— Господи боже!
Не ухо, сосулька... Алексюс-то закоченел! Швецкус дернул его за рукав сермяги. А за спиной Алексюса — чумазый Пятрас лежит...
— Люди! Ратуйте! — взвизгнул Швецкус, сунув кочергу за голенище сапога.
И звонко запел в хлеву петух Алексюса, а куры закудахтали дружно, словно на них напал хорек...
Вот так все было.
Швецкус отвез обоих мерзляков к гумну, распряг гнедка, ввел его в хлев — и за голову схватился. Полон хлев перьев, половина кур на земле валяются, половина — на лошадиной кормушке сидят, а петуха как не бывало... Примчалась на крики мужа Швецкувене. У той только глаза на лоб полезли. Сразу в обморок грохнулась. Швецкус собрал мертвых кур в кучу, с любопытством уставился на свою бабу. Неужто бог и эту приберет? Неужто? Вот ладно получилось бы: два покойника, а поминки — одни. Осталось бы Стасе этих семерых кур ощипать да изжарить...
— Хе-хе.
Вспомнил Яцкус Швецкус, как вчера вечером держал, навалившись, Стасе, и задумался... Ах, черт возьми, и ядреность же груди, упругость же тела. Не пришлось бы в кровати силы небесные на помощь звать. И девку не пришлось бы нанимать. И собственные дети пошли бы. Кончились бы золотые денечки для ублюдка его жены Йокубаса. Побатрачил бы он у Яцкуса!.. Побатрачил бы вместо Алексюса. Не стал бы хлеб даром жрать...
— Почему же ты меня не поднимаешь, Яцкус? — вдруг спросила Швецкувене, злобно сверкнув глазом.
— У меня десяти рук нету! — отбрил Швецкус.
— Насчет курочек не переживай. Наседка жива осталась. Давай лучше подумаем, как от покойников избавиться.
— Тс-с! Не квохчи. Полон двор чужих!
Швецкус поднял бабу с навоза и вынес на двор. Уле вдруг голову откинула, пустила изо рта белую пену, а Яцкус, пробираясь через гущу людей, застонал:
— Одна беда — не беда. Стасе, Стасите. Беги сюда, девочка. Давай спасать, пока еще можно, живую. О неживых, может, люди добрые позаботятся.

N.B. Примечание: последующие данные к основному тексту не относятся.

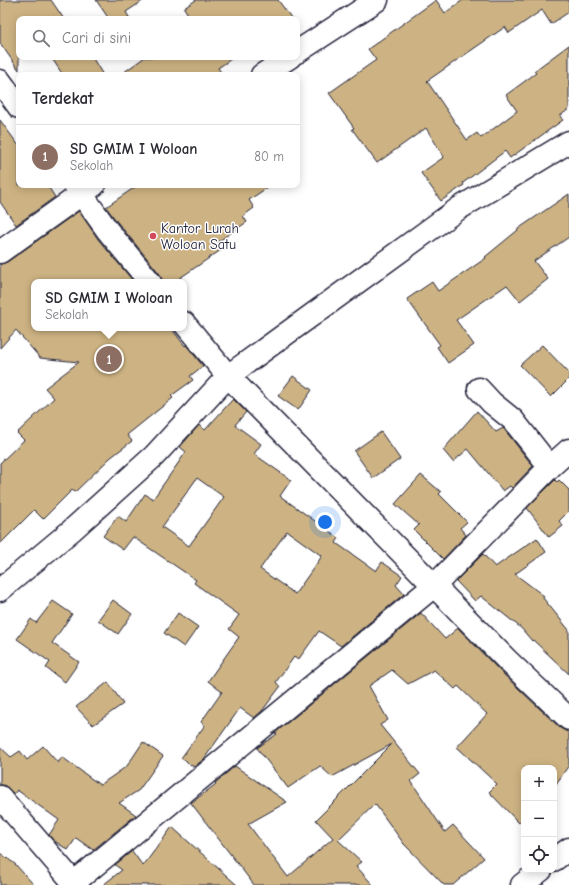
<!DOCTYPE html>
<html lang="id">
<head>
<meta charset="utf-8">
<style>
	:root { --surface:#fff; --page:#f7f7f7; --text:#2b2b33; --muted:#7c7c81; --line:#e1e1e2; --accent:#0b8043 }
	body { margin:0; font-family:"Comic Neue",sans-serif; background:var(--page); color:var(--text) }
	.controls { position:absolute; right:12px; bottom:12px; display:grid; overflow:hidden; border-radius:8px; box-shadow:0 2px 10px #0003 }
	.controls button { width:36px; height:36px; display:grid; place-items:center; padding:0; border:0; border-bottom:1px solid var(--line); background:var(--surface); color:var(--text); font:20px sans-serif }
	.you { position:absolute; left:325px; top:522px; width:14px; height:14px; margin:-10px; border:3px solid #fff; border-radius:50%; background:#1a73e8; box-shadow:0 0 0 6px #1a73e833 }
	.badge { display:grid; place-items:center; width:26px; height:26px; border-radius:50%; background:var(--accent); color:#fff; font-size:13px; font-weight:700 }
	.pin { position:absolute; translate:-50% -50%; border:2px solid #fff; box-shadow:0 1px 4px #0006 }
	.popup { position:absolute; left:31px; top:279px; width:156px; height:52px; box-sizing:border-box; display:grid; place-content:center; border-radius:8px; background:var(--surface); filter:drop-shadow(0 1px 3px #0005); font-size:13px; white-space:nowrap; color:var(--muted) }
	.popup b { font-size:15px; color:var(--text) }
	.popup::after { content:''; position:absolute; left:50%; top:100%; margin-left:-8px; border:8px solid transparent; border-top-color:var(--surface) }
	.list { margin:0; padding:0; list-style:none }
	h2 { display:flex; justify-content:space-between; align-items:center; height:52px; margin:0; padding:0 16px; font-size:17px }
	h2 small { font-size:13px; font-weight:400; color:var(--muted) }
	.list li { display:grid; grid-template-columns:26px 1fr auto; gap:12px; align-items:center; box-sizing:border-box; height:64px; padding:0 16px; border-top:1px solid var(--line) }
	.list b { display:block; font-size:15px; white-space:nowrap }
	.list p { margin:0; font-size:13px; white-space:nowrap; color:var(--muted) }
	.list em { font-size:13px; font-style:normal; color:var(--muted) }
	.icon { flex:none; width:22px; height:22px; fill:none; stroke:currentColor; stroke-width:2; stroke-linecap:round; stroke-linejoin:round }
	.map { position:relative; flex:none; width:569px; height:885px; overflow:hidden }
	.search { position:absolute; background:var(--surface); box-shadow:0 2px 10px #0003; left:16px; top:16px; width:284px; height:44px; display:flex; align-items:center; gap:10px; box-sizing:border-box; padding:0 14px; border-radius:8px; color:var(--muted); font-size:15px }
	.panel { position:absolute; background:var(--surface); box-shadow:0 2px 10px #0003; left:16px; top:72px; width:284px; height:116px; border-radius:8px }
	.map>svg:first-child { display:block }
	.building { fill:#cdb383; stroke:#22223b; fill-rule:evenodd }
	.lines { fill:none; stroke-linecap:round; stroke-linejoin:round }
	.minor-casing { stroke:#22223b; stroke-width:25 }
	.major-casing { stroke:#22223b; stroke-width:25 }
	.minor { stroke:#fff; stroke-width:22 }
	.major { stroke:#fff; stroke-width:22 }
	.poi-dot { fill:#d1495b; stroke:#fff; stroke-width:1.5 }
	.labels { text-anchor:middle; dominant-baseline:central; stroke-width:3; stroke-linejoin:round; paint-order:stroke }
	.poi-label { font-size:14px; fill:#22223b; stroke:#fff; text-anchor:start }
</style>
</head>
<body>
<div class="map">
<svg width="569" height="885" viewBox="0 0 569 885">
	<rect width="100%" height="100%" fill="#fff"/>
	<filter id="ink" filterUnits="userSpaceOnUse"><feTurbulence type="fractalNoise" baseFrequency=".025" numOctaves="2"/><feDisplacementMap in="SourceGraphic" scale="8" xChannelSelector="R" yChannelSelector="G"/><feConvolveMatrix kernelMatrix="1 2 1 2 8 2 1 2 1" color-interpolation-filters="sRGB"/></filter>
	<g filter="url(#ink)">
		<!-- building -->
		<g class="building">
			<polygon points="0,0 51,0 64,19 19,19 19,70 0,43"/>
			<polygon points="96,0 144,0 126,12 130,19 109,19"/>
			<polygon points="196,0 278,0 292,19 191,19 184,8"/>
			<polygon points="436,0 445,13 463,0 569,0 569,12 551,24 542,10 509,33 505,27 427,81 467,140 477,133 481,138 517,111 506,95 536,73 534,71 569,45 569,109 560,116 563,120 510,158 505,151 463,183 464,185 441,201 421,173 444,157 426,128 377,163 352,129 354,128 329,93 376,60 368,49"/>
			<polygon points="51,57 92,57 103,75 63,75"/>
			<polygon points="145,57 234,57 218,68 223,75 120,75"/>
			<polygon points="0,120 19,146 19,185 47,185 55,197 16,225 0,202"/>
			<polygon points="138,185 271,185 249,200 254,208 243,216 247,222 216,243 221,250 174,282 162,282 160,274 118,223 106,207"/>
			<polygon points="569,194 569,237 534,261 548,279 520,301 507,285 456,320 474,345 448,363 437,347 440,345 407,299 432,282 438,291 486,258 485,257 518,230 518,229"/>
			<polygon points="79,211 98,239 134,282 34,282 34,328 171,328 185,346 186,345 203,366 190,376 193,380 171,396 173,398 127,435 132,441 110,458 75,492 72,490 43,519 34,510 0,544 0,463 24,440 17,433 54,398 45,388 79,362 40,358 16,330 0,348 0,264 7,262"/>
			<polygon points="542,345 569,373 569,379 551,397 520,365"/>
			<polygon points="293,376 312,390 298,410 278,396"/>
			<path d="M233 399 246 412 235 425 261 444 254 454 291 480 280 496 339 538 336 543 376 571 382 562 402 576 396 585 404 594 341 646 319 631 298 660 294 657 276 682 280 687 262 711 254 718 240 708 204 759 194 767 181 758 205 725 201 722 222 692 208 681 239 637 229 629 239 615 194 583 196 580 133 537 123 550 103 536 118 516 126 522 145 494 153 499 186 452 180 447 199 425 205 430ZM197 478 224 497 189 546 162 527ZM287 531 322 556 295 594 260 569Z"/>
			<polygon points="477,411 496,432 503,428 504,429 533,466 512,488 510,486 503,491 468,449 453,462 443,450"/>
			<polygon points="381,432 400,459 373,478 354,451"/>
			<polygon points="421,475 441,492 439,494 467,522 460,528 466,535 443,559 414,530 419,525 395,504"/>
			<polygon points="555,480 557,482 559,480 569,490 569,511 559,521 563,526 549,537 527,508"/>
			<polygon points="537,538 546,552 515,574 544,596 543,598 569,630 569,674 533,640 532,641 521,628 481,596 475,601 456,581 483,554 495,567"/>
			<polygon points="113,600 132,614 118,634 98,620"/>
			<polygon points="53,601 72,614 52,643 79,662 65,682 46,668 50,662 17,639 31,619 36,623"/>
			<polygon points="178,613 198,627 184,647 164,633"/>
			<polygon points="421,613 445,639 458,628 498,669 560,728 569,733 569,765 554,787 554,768 524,768 524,818 519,823 489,792 497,784 457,747 487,714 458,686 455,689 434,670 408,684 392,670 369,686 388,720 380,725 420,774 411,781 445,832 453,825 484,858 453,885 444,885 404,844 375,804 338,840 362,862 356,866 373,885 254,885 191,803 216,784 215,783 235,766 287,802 248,824 288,877 333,838 316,820 392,744 332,777 320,766 288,788 257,748 277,734 275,733"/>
			<polygon points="108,682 123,704 93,725 76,707"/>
			<polygon points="143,742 163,756 139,790 119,803 136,815 93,850 76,838 68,850 53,840 49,835 59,820 17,790 14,794 4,785 0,785 0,747 11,757 20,751 27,760 43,746 58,763 62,757 100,785 127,766"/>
			<polygon points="172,827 237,885 103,885 122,870 115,865 132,851 143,866"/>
			<polygon points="0,853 15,864 34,885 0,885"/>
		</g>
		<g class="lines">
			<!-- minor casing -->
			<g class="minor-casing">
				<g id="minor">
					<polyline points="0,81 19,107"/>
					<polyline points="75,185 108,231 150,282"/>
					<polyline points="184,323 228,376 507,660 569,719"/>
					<polyline points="479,389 492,403 513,420 550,467"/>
					<polyline points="0,590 72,530 154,456 228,376 458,209 569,142"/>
					<polyline points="0,797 74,883"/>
					<polyline points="554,860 569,849"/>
					<polyline points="71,885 435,585 550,467 569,450"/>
					<polyline points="522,885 541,870"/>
				</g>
			</g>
			<!-- major casing -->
			<g class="major-casing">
				<g id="major">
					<polyline points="297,52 377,0"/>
					<polyline points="262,75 290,57"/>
					<polyline points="0,252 94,185"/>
				</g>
			</g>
			<!-- minor -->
			<use href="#minor" class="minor"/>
			<!-- major -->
			<use href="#major" class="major"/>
		</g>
	</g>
	<!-- markers -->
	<circle class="poi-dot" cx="153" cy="236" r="4"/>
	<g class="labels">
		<!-- poi labels -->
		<g class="poi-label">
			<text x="161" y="228">Kantor Lurah<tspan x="161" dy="16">Woloan Satu</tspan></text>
		</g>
	</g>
</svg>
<div class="controls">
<button>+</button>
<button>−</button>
<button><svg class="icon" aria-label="locate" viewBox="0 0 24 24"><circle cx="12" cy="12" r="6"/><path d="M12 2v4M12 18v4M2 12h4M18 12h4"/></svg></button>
</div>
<div class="you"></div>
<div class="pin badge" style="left:109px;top:359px;background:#8d6e63">1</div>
<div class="popup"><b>SD GMIM I Woloan</b>Sekolah</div>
<div class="search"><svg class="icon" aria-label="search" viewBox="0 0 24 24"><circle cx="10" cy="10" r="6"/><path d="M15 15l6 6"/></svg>Cari di sini</div>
<section class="panel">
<h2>Terdekat<small></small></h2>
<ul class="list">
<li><span class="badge" style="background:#8d6e63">1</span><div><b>SD GMIM I Woloan</b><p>Sekolah</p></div><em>80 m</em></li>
</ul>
</section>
</div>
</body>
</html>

И кряхтя да постанывая, поволок жену в избу... Вскоре оттуда вывалился староста Тринкунас с Гужасом да обоими полицейскими и заявил босякам, что у Швецкувене апоплексический удар, со Швецкусом не столкуешься, а Йокубас пьян после вчерашнего, так что просим добровольцев пойти в хлев, вывести лошадей, запрячь и увезти покойников в их родные места.
Босяки-мужики хотели было повиноваться, но жена Умника Розалия от имени всех баб сказала:
— И не думайте! Разве вы не люди? Разве Алексюс с Пятрасом — бревнышки какие-то, чтоб мы их грязных да чумазых матерям отдали? И не в гробах, а брошенных на сани! Один-то ведь скрючился, а другой раскорячился? Где ваша совесть? Ироды!

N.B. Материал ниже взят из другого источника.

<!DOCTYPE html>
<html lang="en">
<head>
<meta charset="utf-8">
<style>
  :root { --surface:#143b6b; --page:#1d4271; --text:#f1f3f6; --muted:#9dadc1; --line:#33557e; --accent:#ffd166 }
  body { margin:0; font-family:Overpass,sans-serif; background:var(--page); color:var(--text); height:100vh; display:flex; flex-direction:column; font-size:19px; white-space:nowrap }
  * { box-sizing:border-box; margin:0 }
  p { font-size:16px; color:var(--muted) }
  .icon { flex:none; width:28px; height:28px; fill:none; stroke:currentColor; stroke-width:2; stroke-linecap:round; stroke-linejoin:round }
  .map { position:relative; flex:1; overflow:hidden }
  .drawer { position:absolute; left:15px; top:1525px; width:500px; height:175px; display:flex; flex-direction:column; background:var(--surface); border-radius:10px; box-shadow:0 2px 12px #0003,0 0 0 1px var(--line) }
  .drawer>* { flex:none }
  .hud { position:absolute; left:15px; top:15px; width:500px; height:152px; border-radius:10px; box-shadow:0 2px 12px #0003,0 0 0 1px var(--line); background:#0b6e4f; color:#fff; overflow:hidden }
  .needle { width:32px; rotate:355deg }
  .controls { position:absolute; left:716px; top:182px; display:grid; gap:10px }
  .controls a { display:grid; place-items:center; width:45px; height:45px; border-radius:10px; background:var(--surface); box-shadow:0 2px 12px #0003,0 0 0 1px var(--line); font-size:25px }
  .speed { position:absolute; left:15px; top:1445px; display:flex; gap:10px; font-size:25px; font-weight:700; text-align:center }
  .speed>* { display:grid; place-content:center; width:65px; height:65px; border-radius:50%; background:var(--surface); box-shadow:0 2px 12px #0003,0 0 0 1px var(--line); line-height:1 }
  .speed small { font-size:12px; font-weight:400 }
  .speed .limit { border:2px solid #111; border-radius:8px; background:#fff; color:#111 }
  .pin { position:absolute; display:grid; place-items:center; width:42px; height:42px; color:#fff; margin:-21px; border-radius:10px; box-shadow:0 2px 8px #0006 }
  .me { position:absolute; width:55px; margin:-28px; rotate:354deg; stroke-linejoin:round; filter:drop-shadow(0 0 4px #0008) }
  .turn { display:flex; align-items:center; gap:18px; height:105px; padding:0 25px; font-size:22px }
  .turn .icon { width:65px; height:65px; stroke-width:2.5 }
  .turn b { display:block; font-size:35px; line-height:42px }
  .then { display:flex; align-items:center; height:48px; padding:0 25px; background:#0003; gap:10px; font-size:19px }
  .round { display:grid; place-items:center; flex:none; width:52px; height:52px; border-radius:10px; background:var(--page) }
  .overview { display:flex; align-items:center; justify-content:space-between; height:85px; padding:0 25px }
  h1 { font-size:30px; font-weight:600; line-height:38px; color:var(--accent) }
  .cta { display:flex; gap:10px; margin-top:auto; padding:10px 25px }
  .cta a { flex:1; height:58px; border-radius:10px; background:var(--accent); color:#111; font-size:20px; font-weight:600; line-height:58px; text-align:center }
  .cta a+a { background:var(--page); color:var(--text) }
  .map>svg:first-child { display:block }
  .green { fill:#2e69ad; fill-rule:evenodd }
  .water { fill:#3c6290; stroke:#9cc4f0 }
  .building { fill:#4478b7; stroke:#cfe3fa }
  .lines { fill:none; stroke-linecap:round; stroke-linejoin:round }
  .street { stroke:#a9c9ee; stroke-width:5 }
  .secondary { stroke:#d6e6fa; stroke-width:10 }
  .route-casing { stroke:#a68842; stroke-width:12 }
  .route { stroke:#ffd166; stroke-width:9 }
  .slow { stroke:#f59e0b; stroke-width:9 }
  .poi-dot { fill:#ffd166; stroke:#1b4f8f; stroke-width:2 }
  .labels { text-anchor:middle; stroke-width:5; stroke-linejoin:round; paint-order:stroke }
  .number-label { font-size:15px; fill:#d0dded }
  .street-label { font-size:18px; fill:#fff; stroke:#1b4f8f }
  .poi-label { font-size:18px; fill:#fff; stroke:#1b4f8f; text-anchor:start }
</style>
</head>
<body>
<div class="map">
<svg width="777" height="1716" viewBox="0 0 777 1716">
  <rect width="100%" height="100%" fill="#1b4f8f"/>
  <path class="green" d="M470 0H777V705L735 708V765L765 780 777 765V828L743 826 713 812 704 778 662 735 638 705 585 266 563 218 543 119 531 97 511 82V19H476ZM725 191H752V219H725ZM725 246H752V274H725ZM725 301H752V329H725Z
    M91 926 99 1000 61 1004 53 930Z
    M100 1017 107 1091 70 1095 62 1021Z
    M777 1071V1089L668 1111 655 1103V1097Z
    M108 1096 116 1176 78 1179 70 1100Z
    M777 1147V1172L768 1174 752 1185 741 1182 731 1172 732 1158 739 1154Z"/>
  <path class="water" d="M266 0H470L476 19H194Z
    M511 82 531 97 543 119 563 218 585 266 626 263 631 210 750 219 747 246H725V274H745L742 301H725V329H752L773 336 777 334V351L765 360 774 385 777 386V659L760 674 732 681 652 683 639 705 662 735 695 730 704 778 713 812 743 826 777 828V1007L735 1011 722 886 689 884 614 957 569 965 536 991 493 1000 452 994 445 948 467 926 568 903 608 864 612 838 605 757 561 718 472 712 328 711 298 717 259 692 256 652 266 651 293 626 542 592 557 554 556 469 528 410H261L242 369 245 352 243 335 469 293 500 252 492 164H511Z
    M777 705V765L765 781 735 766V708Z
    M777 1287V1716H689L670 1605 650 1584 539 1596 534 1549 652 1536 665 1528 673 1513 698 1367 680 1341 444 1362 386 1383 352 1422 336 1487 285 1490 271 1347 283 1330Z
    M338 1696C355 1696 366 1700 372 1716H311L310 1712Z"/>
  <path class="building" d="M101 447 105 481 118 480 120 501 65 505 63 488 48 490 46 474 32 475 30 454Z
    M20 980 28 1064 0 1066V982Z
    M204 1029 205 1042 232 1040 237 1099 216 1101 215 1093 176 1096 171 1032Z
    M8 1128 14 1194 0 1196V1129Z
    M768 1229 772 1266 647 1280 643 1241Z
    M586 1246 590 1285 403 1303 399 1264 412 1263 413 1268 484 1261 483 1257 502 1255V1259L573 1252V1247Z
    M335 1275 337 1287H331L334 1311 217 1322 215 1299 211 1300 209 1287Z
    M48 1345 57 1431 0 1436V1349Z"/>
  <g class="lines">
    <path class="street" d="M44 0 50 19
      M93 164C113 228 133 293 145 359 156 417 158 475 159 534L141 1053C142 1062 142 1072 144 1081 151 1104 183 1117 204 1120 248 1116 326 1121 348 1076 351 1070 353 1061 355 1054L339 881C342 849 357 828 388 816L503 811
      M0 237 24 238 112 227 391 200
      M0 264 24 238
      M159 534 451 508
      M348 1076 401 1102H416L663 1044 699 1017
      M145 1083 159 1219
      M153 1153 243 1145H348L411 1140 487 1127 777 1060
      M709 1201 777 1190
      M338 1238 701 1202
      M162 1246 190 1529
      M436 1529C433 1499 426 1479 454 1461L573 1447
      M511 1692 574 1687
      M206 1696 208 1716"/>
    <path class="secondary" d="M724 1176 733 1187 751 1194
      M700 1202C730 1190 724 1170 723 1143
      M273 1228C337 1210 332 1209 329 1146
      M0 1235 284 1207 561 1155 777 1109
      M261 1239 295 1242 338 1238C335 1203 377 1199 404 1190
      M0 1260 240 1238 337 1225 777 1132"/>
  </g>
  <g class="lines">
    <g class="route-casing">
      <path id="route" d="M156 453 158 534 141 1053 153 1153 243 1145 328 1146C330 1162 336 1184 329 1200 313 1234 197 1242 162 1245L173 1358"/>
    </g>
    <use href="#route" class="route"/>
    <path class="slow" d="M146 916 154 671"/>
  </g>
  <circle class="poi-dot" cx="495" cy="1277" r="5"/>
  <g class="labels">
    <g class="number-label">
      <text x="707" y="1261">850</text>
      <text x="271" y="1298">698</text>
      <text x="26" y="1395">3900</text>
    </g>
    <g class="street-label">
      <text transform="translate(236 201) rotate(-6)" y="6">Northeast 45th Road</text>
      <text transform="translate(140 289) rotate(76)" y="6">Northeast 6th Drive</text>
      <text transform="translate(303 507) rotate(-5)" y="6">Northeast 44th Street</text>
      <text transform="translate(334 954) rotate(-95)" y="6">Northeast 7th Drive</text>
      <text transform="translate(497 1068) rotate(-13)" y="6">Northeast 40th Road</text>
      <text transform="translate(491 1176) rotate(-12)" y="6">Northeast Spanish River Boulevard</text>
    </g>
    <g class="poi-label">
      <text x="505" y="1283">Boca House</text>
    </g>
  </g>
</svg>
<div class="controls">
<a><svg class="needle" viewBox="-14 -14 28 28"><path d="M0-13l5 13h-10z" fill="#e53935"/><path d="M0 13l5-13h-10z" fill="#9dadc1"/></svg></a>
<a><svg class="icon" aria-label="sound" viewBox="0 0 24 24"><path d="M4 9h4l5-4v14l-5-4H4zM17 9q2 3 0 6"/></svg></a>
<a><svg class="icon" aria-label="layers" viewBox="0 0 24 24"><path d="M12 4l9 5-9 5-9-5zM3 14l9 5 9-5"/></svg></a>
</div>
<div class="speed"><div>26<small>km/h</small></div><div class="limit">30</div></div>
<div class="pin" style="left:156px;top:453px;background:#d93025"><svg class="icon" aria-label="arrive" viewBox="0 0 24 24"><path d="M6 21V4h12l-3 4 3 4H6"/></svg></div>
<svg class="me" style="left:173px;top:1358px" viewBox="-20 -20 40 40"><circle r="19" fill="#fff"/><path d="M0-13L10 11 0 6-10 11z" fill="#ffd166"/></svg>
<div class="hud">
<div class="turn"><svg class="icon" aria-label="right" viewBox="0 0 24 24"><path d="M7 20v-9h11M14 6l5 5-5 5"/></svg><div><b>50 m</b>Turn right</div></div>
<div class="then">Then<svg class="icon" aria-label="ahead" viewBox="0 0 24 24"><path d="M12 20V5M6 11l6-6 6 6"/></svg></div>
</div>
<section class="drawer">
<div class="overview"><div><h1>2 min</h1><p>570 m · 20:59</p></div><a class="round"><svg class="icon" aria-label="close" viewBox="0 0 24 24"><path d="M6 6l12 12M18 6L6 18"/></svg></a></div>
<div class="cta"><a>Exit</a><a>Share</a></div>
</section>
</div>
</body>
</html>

— Делайте, как знаете! — сказал Тринкунас и удалился вместе с Микасом и Фрикасом.
С босяками остался лишь Гужас, озабоченный, но молчаливый.
Взялись за дело босяки по команде Розалии. Дети поленницу Швецкуса разобрали, в баньку охапками тащили да огонь в каменке разводили. Мужики брали доски из штабеля возле гумна и на козлы ставили. Одни резали, другие стругали — мастерили гробы для Пятраса и Алексюса. Девочки — и те получили работу. Обходили дворы, собирали хлеб для поминок. Кто дал краюху, кто ломоть, а кто и целый каравай — как сердце подсказывало. Вскоре на крыльце амбара выросла целая хлебная гора.
— О-хо-хо!.. — вздыхал Гужас, взволнованный таким единством босяков.
Из двери снова появился Швецкус. С топором. Шел он по двору, низко опустив голову. Возле гробовщиков остановился и негромко спросил:
— А для кого, ребята, этот второй гроб? Для Пятраса же, — ответил Мейронас.
— Можно и для Пятраса... А как же Блажис, неужто ничего не знает еще?
— А чтоб тебя нелегкая! — сказал Умник Йонас. — Вы же свояки, рассчитаетесь.
— Не переживай, Швецкус. Господин Гужас засвидетельствует, что мы из твоих досок для его батрака домик сколотили, — добавил Кратулис.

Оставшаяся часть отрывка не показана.